Why am I giving up my running watch in January


As much as I love my running watch (I’ve had the chance to try out loads of great running watches, but the Garmin Instinct Solar is still my favorite), in January, I’d rather leave it in a drawer and take it out. bare cuffs.

3 tips for mindful running

Take the stress out of your system
Before you warm up, take a moment to write down anything that bothers you so it doesn’t spin around in your head as you run.

Leave the headphones at home

Running without music or podcast allows you to be more aware of the world around you.

Log out of Strava

Release the pressure by skipping the competitive networking app.

It’s not permanent and I still don’t go out without a phone in an emergency, but now is a great time to remind myself that I don’t need technology to run. When you allow yourself to enter the area, the sheer joy of movement is enough.

It may seem abnormal to go out without wearing cuffs, especially in January. A new year means new goals, and if you’re a runner you may have already started by signing up for certain races to set new personal bests. Maybe a 10k in March, a half marathon in May, a full marathon in August, or even a combination of all three if you’re feeling particularly ambitious.

You might also have come up with a workout plan, aimed at steadily increasing your mileage each week, alongside a sprinkle of interval and hill workouts. It’s a great way to prepare and prepare for the race, but you don’t necessarily have to circle January 1 in red and go with a new goal in the morning.

Free and easy

Instead, I like to use the New Year, when the roads are calm and the air calm, to remind myself of why I started running in the first place – and that’s the escape. When it’s just me alone, with just the rhythm of my feet and my breathing, it’s wonderfully liberating. Without a watch to check, I can spend my time enjoying my surroundings, listening to birds and insects. And with no particular schedule or pace in mind, I’m free to explore and discover new places as I go. I can just move forward at a comfortable pace and go on an adventure.

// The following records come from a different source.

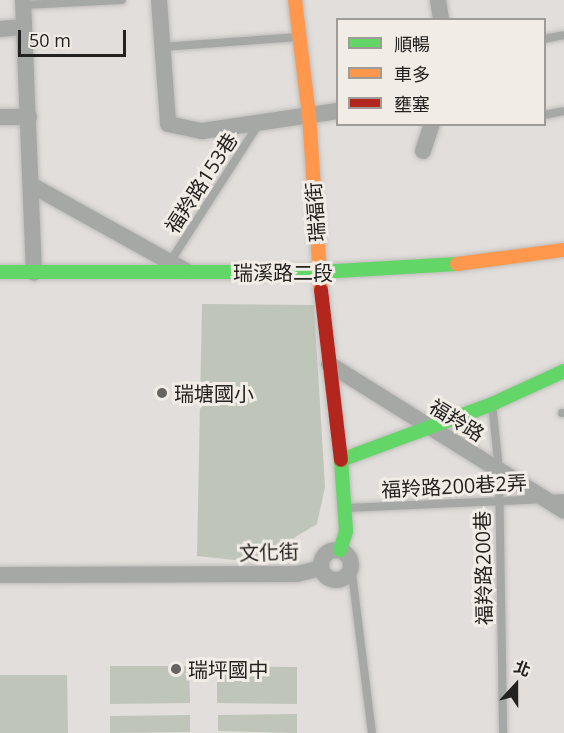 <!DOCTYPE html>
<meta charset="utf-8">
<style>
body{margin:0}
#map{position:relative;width:564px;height:733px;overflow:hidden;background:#e1dedb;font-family:"Open Sans","Noto Sans TC",sans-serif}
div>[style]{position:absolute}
.green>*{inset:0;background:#bfc6b9}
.roads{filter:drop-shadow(0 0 2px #bebcba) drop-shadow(0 0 2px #bebcba)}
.lane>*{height:8px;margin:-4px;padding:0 4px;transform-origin:4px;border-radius:4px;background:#a6a8a6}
.street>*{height:16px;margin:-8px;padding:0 8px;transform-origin:8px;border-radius:8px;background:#a6a8a6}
.street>.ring{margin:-8px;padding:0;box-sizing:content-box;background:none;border:16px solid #a6a8a6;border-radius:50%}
.fast>*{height:14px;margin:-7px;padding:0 7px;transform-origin:7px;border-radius:7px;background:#63d668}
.slow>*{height:14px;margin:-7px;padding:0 7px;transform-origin:7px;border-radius:7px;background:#ff974d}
.jam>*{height:14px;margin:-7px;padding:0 7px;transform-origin:7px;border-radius:7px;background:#b3261e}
.dots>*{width:16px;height:16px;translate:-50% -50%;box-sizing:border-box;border:3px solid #f1ece5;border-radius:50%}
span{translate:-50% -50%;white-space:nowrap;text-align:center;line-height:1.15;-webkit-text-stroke:6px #f1ece5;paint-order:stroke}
.street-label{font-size:20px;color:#242220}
.poi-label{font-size:20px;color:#242220}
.left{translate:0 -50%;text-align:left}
.legend{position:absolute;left:336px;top:18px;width:210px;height:108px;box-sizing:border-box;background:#f1ece5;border:2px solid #9f9b96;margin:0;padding:8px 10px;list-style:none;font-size:18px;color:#242220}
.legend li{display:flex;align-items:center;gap:12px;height:30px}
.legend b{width:30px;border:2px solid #9f9b96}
.north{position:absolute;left:486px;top:655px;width:60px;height:60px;-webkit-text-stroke:4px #f1ece5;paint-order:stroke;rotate:21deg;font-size:16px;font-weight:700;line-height:24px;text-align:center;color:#242220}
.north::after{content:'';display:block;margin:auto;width:21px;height:27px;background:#242220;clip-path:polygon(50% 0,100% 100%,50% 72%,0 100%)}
.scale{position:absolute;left:18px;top:30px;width:108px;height:27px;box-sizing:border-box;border:3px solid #242220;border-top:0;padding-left:8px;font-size:18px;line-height:21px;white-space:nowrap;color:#242220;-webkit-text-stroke:4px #f1ece5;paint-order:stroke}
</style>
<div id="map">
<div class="green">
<div style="clip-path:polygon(202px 304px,314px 305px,325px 487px,317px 524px,254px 562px,197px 556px)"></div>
<div style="clip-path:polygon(110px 666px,189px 666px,190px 703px,110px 704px)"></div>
<div style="clip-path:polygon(217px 666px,297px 667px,297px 704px,217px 703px)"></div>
<div style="clip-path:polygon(0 675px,67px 675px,68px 733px,0 733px)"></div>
<div style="clip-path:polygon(297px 714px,297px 733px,218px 731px,218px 715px)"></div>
<div style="clip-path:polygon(190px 715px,190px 732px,110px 733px,110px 716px)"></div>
</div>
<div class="roads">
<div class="lane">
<div style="left:23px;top:5px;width:99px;rotate:-2.9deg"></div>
<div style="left:544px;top:39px;width:20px;rotate:-11deg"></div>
<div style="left:162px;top:47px;width:137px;rotate:-4.2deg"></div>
<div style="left:544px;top:115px;width:20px;rotate:-11deg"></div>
<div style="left:170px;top:262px;width:166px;rotate:-57.3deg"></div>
<div style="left:492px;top:404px;width:66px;rotate:83.9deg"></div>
<div style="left:499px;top:470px;width:263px;rotate:89.1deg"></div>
<div style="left:562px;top:413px;width:2px"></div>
<div style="left:347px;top:508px;width:217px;rotate:-2.6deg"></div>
<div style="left:351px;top:565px;width:169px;rotate:82.9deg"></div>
</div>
<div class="street">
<div style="left:23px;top:0;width:273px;rotate:87.7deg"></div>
<div style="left:159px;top:0;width:124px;rotate:85.8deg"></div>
<div style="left:168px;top:124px;width:35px;rotate:12deg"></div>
<div style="left:202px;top:131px;width:137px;rotate:-8.4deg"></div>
<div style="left:438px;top:0;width:20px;rotate:81deg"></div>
<div style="left:0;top:29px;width:24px;rotate:-5deg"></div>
<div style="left:0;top:117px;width:29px"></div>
<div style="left:423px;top:151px;width:28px;rotate:-72deg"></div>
<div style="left:31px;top:185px;width:177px;rotate:29deg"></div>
<div style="left:329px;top:364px;width:277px;rotate:32deg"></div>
<div class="ring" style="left:321px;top:550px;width:14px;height:14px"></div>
<div style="left:0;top:575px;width:297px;rotate:-0.2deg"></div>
<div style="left:297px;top:574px;width:25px;rotate:-14deg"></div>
</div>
<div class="fast">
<div style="left:0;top:272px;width:319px"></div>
<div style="left:319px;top:272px;width:138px;rotate:-3.3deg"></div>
<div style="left:340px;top:550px;width:20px;rotate:-72deg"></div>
<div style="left:346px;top:531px;width:71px;rotate:-94deg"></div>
<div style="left:341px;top:460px;width:161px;rotate:-20.3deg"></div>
<div style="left:492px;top:404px;width:79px;rotate:-24.6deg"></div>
</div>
<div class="slow">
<div style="left:295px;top:0;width:116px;rotate:83.1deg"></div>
<div style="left:309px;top:115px;width:175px;rotate:86.1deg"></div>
<div style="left:457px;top:264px;width:108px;rotate:-7.5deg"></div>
</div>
<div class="jam">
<div style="left:321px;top:290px;width:171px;rotate:83.3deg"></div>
</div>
</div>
<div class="dots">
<div style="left:162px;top:393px;background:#666461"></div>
<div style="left:176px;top:669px;background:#666461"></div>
</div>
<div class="street-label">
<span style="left:201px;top:183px;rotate:-57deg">福羚路153巷</span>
<span style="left:315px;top:212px;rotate:-94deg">瑞福街</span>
<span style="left:283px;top:272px">瑞溪路二段</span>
<span style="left:457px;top:420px;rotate:32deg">福羚路</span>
<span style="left:454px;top:486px;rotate:-3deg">福羚路200巷2弄</span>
<span style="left:269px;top:552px;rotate:-2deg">文化街</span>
<span style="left:483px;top:568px;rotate:-91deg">福羚路200巷</span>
</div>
<div class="poi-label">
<span class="left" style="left:174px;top:393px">瑞塘國小</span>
<span class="left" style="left:188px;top:669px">瑞坪國中</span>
</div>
<ul class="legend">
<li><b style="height:8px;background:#63d668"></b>順暢</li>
<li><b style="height:8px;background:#ff974d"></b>車多</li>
<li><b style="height:8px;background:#b3261e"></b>壅塞</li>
</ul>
<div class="north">北</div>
<div class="scale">50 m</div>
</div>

On a recent unsupervised run, I spotted a small flash of electric blue by the Avon River – quite small, but too big for a dragonfly. He was a gorgeous little kingfisher hunting for his lunch, and if I had glanced at my watch I would have missed it completely.

Happy woman in pink jacket running in the woods

Not checking your stats means you’re free to take things at your own pace and immerse yourself in your surroundings. (Image credit: Shutterstock / Maridav)

Running without technology can also help avoid the disappointment that sometimes comes with being too busy to train as often as you wanted towards the end of the year and then taking a long Christmas break. It can be overwhelming when your pace suffers from just too much of the festive glee, and doing your first runs without timing and tracking can take the pressure off.

Finally, it lets you listen to your body rather than being ruled by the numbers on a screen. I can reduce the effort if I start to tire, or push myself a little harder if everything is fine. It’s about turning the rush of an app or social media conversation into one with yourself.

There’s a saying that if a race or bike ride isn’t on Strava it hasn’t happened, but for me the New Year’s not the time to keep up with the Joneses. . It’s about falling in love with running again, and that’s what I plan to do.

This article is part of TechRadar’s Tech Resolutions series, an explosion of motivational incentives showing you how to power up your New Year with technology. From Sunday December 26 to Sunday January 2, our series will also reveal how we aim to improve the lives of our gadgets in 2022. So whether you’re looking to become an advanced Chromebook user, beat your take-out obsession with a new air fryer. or use a smartwatch to propel yourself to new heights of fitness, we’ll show you how to have a great New Year. And when things inevitably go wrong, you can always blame the gadgets.